Several hours have passed since the ingestion, and emesis or gastric lavage will be of little value. Activated charcoal is likely to be ineffective. However, it is important to act promptly to correct the metabolic acidosis and to prevent further conversion of the remaining ethylene glycol to its toxic metabolites. The acidosis can be corrected with sodium bicarbonate therapy. Intravenous administration of ethanol as described on page 14 will inhibit further metabolism of ethylene glycol. At serum ethylene glycol levels of 50 mg/dL or greater, hemodialysis should be instituted to remove ethylene glycol and its metabolites from the blood. Pyroxidine and thiamine should also be administered.

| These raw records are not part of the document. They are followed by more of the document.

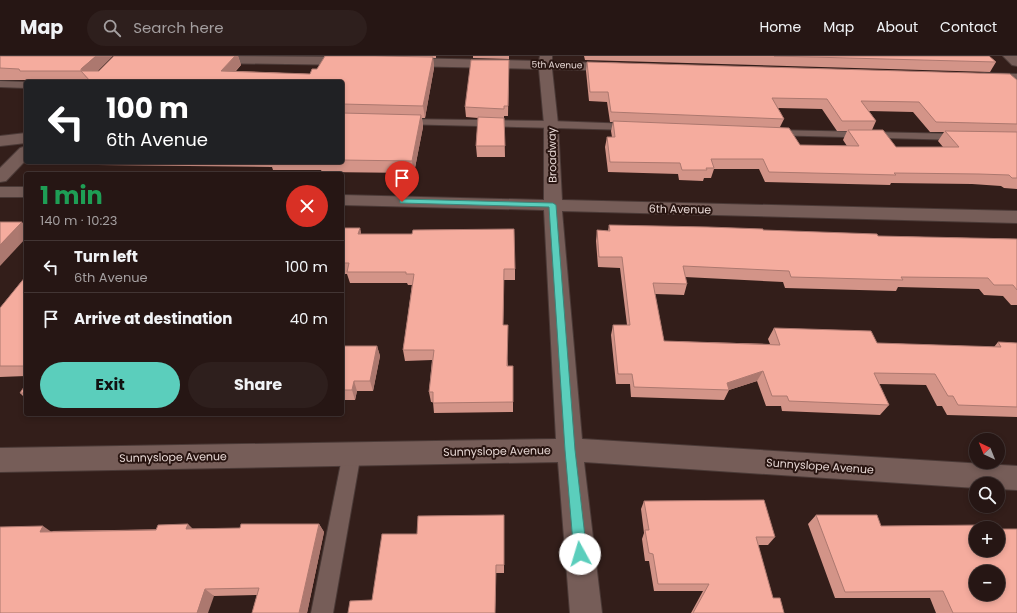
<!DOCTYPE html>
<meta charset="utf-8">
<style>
body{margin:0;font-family:Poppins,sans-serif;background:#2e1f1d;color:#f1f3f6;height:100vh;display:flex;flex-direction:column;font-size:15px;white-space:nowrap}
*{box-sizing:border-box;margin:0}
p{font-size:13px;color:#a49fa0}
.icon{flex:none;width:22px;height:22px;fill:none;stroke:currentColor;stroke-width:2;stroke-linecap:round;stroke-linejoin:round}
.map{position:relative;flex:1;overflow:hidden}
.side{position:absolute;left:24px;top:116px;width:320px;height:244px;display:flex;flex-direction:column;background:#261614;border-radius:4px;box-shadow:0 2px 6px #0003,0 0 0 1px #423534}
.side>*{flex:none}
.top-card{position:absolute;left:24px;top:24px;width:320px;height:84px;border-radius:4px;box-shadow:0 2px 6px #0003,0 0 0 1px #423534;background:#202124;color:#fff;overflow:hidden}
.needle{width:26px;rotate:317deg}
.controls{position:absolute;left:969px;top:377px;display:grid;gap:8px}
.controls a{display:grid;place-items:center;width:36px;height:36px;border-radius:50%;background:#261614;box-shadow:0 2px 6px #0003,0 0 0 1px #423534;font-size:20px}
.pin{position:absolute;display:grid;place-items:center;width:34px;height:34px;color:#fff;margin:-41px -17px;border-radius:50% 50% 50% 0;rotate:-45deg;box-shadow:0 0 4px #0007}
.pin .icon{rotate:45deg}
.me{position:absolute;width:44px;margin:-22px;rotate:354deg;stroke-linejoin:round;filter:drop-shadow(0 0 3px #0008)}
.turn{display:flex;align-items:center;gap:14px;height:84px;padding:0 16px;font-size:18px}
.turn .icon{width:52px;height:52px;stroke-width:2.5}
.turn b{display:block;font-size:28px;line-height:34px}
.round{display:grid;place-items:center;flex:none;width:42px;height:42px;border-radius:21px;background:#2e1f1d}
.headline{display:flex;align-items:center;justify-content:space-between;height:68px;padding:0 16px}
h1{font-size:24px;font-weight:700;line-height:30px;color:#1e9e55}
.action{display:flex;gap:8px;margin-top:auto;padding:8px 16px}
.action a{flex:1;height:46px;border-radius:24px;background:#5bcebc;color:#111;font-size:16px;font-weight:700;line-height:46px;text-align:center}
.action a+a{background:#2e1f1d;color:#f1f3f6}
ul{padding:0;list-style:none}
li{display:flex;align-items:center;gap:12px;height:52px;padding:0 16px;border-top:1px solid #423534}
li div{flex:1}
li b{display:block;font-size:15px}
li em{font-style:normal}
header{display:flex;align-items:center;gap:24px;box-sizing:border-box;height:56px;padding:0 20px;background:#261614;border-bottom:1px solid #423534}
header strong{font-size:19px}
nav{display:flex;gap:22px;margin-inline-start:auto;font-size:14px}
.search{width:280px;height:36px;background:#2e1f1d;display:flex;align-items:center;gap:10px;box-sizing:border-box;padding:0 14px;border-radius:22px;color:#a49fa0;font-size:15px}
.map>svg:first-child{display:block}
</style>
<header>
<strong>Map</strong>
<div class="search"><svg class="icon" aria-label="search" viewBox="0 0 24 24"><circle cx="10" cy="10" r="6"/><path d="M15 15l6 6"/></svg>Search here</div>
<nav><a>Home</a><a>Map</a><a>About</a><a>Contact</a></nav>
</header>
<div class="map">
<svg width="1017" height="557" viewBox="0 0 1017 557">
<rect width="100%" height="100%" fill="#331e1a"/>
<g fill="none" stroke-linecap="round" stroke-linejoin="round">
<g stroke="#4b3a37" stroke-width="2">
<g id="lane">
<path d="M0 25 26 26V32L0 31Z"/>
<path d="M403 63 551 65 631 68 636 71 631 74 399 68 398 66 399 64Z"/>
<path d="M773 74 961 78 966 81 961 84 769 79 768 77Z"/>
<path d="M352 389 358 391 361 397 333 557H311L343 397 346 391Z"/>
</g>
</g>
<g stroke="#4b3a37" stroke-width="2">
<g id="street">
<path d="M206 0 352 1 356 2 358 5 356 8 352 9 210 7 206 6 204 3Z"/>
<path d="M540 0H552V6L616 7 621 8 622 11 621 14 616 15 552 13 558 68 562 144 1017 155V167L562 155 582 383 1017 410V434L998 433V428H976V432L584 406 602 557H570L558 406 0 416V392L556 383 544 154 342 149V139L544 144V68L539 13 404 10 399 9 398 6 399 3 404 2 539 5Z"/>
<path d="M1003 0H1017V10L1012 9Z"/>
<path d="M984 17 1017 18V26L979 24 977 21 979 18Z"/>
<path d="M26 77V87L0 90V80Z"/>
<path d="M26 90V104L6 125 0 126V112L20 92Z"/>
<rect x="0" y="131" width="26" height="10"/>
</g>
</g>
<use href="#lane" fill="#765d58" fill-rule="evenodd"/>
<use href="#street" fill="#765d58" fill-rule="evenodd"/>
</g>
<g fill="#d39488" fill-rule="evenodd">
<path d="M0 0 98 15H99L114 0H238L241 9 236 15 310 18 317 13 325 0H436V2H433L434 12 425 62H422L423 71 414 117 322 116 321 114H273L272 111 98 109 96 106H342V26H27L26 24H0Z"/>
<path d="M473 0H509V3L473 2Z"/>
<path d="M584 0H989L996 6 990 16 585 4Z"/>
<path d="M509 4 508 60H504L505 101H477L476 90 478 62 466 61 465 51Z"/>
<path d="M587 6 1017 24V133L1004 132 1001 130 972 128 891 127 890 129 765 126 759 113H714L711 122H704L703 125 679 124 678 118 608 116 605 91 607 81H612L611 75 613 66H610L607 46 589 45 586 15ZM778 52 822 53 837 75H847L843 84 847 90 800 89 780 71 784 63ZM869 55 913 56 930 76H944L938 85 943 91H896L872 74 876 65Z"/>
<path d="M609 169 763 174 878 180 1017 183V249H1011L1003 240 984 239 979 233 898 231 896 235 785 232 783 226 685 221 687 228 684 239 655 238 664 285 770 288 768 283 774 272 877 287 994 291 998 286 1017 287V361L947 359 942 350H937L926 329 879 328 889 349 880 359 782 355 781 350H766L757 325 729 334 724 344 631 341 630 328H616L611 279 613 269H627L620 212 598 211 596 185 597 174 608 175Z"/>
<path d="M342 172H360L361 178 515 213V224H504L503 269 508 310H513V356L434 357 433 346H431L429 336 432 304 405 305 403 294 412 229H408L407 227H350L347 218H342Z"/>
<path d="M26 220V320L0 321V252Z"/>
<path d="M342 290H377L380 300 373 335H357L355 344H342Z"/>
<path d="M26 328V343L20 337Z"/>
<path d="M644 445 775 481 768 489H758L773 542 784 557H691L703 535H654L649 505H645L642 483 644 477 641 453Z"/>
<path d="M504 459V517H496L495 557 372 544 417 478Z"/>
<path d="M816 459 881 470 1017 557H936L930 542H835L808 468Z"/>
<path d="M319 468 324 476 307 557H252L257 539 214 540 51 475 240 472Z"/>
</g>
<g fill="#ac786f">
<path d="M96 0H113L89 24 85 20 81 13Z"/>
<path d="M235 0H238L241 9 225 26 221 15Z"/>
<path d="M433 1 434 12 425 62 423 50Z"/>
<path d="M421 59 423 71 414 117 412 105Z"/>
<path d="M22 166 26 171V182L0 210V189Z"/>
<path d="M360 172 362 183 358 178Z"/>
<path d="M377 290 380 300 373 335 370 325Z"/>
<path d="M763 315 757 325 729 334 727 327Z"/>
<path d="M354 325 357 335 355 344 352 334Z"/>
<path d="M188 468 197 477 186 473Z"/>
<path d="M319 468 324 476 307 557H299Z"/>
<path d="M43 470 56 479 40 476Z"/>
<path d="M205 533 214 540 208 557H197Z"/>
</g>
<g fill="#f5ac9e" stroke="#ac786f" fill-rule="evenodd">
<path d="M0 0H96L81 13V15H99L114 0H235L221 15 310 18 312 13H317L325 0H375L433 1 423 50 342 48V26H91L81 15H20L19 13 0 12Z"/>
<path d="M774 0H989L996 6Z"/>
<path d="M471 4H509L508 50H504V53L465 51Z"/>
<path d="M587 6 1010 18 1017 24V68L936 66 919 46 861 45 876 65H842L827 43 772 42 784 63 611 56 608 36H590Z"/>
<path d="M342 57 421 59 412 105 342 104Z"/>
<path d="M478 61 504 62 505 90H476Z"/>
<path d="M613 65 789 72 800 89 859 90 848 74H883L896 91H959L945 75 1017 76V122H1012L1009 119 979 118 894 117 896 119 769 116 763 103H711L714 112H706L707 114H682L680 107 610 106 607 81H615Z"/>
<path d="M0 166H22L0 189Z"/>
<path d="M609 169 708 171 763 173V174L877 178 878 180 1017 183V234L1013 229H994L988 222 901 221 903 224 791 221 789 215 683 210 687 228 653 227 664 285 780 289 774 272 871 275 877 287 1001 291 998 286 1017 287V351L958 349 953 340H948L935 318 874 317 889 349 789 345 787 340H772L763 315 727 327 729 334 634 331 632 318H618L613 269H630L622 201H599L597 174 610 175Z"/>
<path d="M342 172H360L358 178H412L413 174 514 173 515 213H504L503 269H508L507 310H513V346L433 347V336H429L434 294H403L414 218H406V216H347L349 207H342Z"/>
<path d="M26 220V310H0V252Z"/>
<path d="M342 290H377L370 325H354L352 334H342Z"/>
<path d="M26 328V337H20Z"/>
<path d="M764 444 775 481H756L773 542H780L784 557H693L709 528H658L653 498 649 497 645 474H649L644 445Z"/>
<path d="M504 459V509H496L495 557H348L350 545 372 544 382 478H417L418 460Z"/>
<path d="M816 459H877L881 470 981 469 983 472H976V494H998V473H1017V557H953L943 535 845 536ZM976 516H998V538H976Z"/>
<path d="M188 468 186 473 240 472 241 468H319L299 557H252L259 532 205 533 197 557H0V471L43 470 40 476 156 474 158 469Z"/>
</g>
<path fill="#5bcebc" stroke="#3b867a" d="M402 143 553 147 556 149 575 394 587 498 585 502 580 504 576 502 574 498 565 394 549 151 400 147V144Z"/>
<g text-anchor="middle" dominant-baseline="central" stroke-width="4" stroke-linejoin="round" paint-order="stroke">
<g font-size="9" fill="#e6d7d4" stroke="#291511">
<text transform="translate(557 9) rotate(1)">5th Avenue</text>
</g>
<g font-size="11" fill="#e6d7d4" stroke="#291511">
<text transform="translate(552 99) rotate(-91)">Broadway</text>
<text transform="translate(680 153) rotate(1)">6th Avenue</text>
<text transform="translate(497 395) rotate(-1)">Sunnyslope Avenue</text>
<text transform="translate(173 401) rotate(-1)">Sunnyslope Avenue</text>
<text transform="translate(820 410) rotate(4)">Sunnyslope Avenue</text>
</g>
</g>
</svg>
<div class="controls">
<a><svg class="needle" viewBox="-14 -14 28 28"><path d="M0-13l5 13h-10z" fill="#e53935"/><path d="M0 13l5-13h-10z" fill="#a49fa0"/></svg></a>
<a><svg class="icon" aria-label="search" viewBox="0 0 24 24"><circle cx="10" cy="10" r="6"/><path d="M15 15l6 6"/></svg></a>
<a>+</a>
<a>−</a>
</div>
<div class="pin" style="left:402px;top:146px;background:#d93025"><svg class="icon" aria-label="arrive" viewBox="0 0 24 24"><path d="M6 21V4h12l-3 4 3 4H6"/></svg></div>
<svg class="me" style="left:580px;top:498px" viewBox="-20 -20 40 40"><circle r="19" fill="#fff"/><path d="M0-13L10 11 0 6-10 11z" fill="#5bcebc"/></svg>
<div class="top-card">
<div class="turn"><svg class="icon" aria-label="left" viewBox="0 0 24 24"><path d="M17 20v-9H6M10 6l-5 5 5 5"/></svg><div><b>100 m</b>6th Avenue</div></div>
</div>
<section class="side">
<div class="headline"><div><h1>1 min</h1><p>140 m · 10:23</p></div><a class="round" style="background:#d93025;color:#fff"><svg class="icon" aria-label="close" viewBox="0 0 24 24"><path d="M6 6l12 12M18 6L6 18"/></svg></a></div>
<ul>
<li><svg class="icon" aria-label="left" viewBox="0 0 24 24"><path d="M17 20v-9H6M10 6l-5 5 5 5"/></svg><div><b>Turn left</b><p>6th Avenue</p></div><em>100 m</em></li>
<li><svg class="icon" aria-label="arrive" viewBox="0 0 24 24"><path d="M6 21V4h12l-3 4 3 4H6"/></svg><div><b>Arrive at destination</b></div><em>40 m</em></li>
</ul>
<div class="action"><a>Exit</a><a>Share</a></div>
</section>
</div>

It is possible that the child is intoxicated with only ethanol or with both ethanol and ethylene glycol. If intoxication is due to ethanol alone, careful monitoring of blood glucose and ethanol should be carried out until intoxication resolves. However, you must consider that ethylene glycol poisoning may be a complication. Because ethanol competitively inhibits ethylene glycol metabolism, you may choose to let the ethanol level decrease naturally to 70 mg/dL, then administer ethanol intravenously to maintain that level. The child should be transferred immediately to a pediatric unit where hemodialysis can be instituted if laboratory results indicate that ingestion of ethylene glycol occurred.

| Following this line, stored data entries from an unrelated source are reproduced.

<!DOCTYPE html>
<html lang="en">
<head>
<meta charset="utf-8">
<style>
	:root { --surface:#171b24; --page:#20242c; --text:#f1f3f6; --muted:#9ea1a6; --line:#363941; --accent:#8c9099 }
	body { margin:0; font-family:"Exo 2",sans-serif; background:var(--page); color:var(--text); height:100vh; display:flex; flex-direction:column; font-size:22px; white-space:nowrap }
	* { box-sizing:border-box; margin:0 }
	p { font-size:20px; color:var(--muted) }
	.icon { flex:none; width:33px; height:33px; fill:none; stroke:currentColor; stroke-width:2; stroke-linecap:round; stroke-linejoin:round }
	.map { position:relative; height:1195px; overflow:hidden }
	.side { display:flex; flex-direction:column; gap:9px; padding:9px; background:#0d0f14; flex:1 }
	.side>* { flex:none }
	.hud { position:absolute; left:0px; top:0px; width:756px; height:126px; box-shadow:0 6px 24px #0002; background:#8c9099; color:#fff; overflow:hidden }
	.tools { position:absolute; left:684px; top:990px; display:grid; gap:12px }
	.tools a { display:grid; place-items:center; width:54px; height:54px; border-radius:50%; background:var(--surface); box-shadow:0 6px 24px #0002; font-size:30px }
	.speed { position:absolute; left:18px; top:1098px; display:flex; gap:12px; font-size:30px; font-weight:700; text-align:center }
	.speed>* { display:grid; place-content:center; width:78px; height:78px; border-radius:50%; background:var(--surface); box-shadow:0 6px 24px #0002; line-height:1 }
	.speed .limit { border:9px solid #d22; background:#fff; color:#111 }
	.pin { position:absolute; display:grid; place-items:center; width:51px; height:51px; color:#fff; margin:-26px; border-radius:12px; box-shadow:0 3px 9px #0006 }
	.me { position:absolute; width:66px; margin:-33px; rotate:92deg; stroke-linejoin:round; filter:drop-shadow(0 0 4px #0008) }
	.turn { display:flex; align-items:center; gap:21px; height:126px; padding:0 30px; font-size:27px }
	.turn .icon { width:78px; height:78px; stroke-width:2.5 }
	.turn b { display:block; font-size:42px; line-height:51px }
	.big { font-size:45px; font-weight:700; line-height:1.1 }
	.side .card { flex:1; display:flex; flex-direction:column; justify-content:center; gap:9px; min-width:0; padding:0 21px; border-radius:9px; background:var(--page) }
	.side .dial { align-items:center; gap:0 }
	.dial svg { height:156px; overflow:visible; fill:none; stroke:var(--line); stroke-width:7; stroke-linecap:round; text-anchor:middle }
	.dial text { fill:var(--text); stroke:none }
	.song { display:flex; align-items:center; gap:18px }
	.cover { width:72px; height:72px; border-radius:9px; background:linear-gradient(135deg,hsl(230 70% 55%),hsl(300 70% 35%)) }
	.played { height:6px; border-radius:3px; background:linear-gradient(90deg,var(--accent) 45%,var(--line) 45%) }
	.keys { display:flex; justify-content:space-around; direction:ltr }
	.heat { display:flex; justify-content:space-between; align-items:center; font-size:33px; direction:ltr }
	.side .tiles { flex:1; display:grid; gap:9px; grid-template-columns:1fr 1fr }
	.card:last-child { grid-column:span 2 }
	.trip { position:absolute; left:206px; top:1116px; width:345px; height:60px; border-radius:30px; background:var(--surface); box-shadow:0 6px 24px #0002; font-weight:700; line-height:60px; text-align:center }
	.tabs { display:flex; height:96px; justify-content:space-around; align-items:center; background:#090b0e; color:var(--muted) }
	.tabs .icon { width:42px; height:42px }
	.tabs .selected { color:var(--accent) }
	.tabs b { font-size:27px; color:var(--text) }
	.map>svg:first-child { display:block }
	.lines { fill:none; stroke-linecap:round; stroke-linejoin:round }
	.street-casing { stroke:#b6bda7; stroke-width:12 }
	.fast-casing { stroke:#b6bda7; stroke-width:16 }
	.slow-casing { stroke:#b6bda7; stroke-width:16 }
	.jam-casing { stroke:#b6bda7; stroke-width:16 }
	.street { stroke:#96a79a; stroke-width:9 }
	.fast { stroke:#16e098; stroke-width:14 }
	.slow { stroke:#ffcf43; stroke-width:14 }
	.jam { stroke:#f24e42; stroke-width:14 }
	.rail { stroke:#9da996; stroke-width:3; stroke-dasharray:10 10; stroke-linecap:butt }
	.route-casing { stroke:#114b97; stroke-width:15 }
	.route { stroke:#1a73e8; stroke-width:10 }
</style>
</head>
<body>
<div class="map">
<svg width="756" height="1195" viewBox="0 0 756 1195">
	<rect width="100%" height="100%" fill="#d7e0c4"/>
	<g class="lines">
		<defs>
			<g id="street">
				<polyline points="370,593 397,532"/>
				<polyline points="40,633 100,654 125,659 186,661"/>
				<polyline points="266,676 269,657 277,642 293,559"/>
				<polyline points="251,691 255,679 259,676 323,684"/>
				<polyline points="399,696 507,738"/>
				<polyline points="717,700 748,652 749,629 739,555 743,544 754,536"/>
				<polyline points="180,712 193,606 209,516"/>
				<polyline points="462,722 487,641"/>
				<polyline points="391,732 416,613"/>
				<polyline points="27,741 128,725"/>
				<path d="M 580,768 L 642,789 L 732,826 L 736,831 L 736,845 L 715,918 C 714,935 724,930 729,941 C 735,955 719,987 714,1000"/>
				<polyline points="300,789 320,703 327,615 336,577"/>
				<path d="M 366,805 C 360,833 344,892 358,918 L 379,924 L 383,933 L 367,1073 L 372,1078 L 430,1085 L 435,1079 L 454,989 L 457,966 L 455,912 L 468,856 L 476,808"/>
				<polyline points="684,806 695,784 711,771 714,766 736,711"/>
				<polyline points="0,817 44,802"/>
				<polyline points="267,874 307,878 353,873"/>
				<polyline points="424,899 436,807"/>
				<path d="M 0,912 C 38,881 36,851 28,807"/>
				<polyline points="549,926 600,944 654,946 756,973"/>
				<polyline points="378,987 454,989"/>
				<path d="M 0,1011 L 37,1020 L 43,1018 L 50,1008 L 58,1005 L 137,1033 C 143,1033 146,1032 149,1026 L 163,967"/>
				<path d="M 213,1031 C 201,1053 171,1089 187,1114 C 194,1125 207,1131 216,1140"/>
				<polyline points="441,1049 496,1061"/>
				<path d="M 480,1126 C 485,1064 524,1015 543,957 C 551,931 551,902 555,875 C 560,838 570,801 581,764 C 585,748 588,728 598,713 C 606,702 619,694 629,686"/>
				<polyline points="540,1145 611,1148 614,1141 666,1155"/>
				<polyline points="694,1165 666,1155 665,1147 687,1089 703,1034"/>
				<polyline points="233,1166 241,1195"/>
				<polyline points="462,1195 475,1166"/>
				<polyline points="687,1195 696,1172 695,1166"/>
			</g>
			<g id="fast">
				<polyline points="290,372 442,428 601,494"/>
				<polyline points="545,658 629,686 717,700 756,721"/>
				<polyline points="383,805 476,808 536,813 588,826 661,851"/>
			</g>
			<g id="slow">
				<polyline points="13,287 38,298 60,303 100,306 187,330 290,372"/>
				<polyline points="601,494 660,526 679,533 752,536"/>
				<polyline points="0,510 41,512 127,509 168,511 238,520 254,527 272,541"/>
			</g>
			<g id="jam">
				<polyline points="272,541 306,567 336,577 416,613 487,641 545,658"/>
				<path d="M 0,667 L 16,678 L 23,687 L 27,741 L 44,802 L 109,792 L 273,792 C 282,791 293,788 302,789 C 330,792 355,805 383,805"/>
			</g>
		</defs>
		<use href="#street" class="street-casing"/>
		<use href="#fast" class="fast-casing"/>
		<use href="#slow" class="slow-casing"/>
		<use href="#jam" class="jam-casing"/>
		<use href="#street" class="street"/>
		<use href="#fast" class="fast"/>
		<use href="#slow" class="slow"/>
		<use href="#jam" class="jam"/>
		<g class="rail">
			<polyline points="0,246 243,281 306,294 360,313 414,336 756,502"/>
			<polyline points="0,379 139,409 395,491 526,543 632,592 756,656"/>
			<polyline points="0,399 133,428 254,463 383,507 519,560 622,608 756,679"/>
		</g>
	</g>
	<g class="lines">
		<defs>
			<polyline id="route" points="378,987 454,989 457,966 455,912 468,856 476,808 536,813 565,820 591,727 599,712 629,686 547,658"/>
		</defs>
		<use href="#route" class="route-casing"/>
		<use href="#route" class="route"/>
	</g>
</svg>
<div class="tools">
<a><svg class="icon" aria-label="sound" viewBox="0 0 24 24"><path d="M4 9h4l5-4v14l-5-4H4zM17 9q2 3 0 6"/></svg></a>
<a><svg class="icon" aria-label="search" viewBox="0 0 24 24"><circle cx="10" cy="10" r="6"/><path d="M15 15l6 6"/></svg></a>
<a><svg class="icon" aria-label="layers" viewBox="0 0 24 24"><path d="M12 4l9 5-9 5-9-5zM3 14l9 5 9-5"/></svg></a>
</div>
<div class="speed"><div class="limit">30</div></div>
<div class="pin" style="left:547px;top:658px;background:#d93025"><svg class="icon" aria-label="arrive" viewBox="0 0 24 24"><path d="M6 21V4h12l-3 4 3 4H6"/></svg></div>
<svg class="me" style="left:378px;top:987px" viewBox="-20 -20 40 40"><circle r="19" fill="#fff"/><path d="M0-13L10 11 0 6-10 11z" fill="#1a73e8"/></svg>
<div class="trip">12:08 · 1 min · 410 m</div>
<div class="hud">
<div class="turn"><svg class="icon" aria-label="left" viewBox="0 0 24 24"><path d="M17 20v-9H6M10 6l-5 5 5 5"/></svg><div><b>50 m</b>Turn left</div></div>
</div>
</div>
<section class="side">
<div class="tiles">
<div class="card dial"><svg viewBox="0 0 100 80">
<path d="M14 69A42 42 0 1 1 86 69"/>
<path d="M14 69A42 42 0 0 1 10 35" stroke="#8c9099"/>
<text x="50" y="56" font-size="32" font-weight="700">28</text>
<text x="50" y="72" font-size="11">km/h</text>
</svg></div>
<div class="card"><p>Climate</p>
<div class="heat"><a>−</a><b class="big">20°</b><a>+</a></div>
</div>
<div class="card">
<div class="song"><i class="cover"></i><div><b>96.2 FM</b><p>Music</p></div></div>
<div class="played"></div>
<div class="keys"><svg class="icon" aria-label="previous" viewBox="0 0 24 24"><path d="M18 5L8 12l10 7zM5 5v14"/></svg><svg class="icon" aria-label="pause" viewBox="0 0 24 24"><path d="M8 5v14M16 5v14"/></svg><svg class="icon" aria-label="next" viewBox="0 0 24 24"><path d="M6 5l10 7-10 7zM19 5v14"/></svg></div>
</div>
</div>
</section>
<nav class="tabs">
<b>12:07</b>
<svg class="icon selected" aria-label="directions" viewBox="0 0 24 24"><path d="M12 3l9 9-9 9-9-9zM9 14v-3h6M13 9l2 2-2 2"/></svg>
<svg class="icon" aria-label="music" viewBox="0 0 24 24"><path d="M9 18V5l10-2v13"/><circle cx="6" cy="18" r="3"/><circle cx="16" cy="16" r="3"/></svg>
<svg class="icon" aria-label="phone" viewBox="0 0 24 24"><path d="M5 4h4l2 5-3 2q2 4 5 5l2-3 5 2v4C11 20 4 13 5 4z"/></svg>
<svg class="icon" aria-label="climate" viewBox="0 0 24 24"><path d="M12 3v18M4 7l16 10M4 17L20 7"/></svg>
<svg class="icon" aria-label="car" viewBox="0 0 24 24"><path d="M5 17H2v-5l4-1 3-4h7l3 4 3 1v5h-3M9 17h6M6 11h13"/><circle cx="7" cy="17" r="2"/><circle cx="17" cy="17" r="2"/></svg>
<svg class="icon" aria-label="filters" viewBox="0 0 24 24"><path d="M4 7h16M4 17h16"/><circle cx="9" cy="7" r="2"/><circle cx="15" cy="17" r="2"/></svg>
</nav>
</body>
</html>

Information about health effects and standards and regulations can be obtained from the Technical Report for Ethylene/Propylene Glycol available from the Agency for Toxic Substances and Disease Registry (ATSDR). (For the address and telephone number of this agency, see Sources of Information, page 20.) The air and water standards vary with each state. A search of EPA’s Hazardous Substance Data Bank may provide information about the criteria for establishing these standards.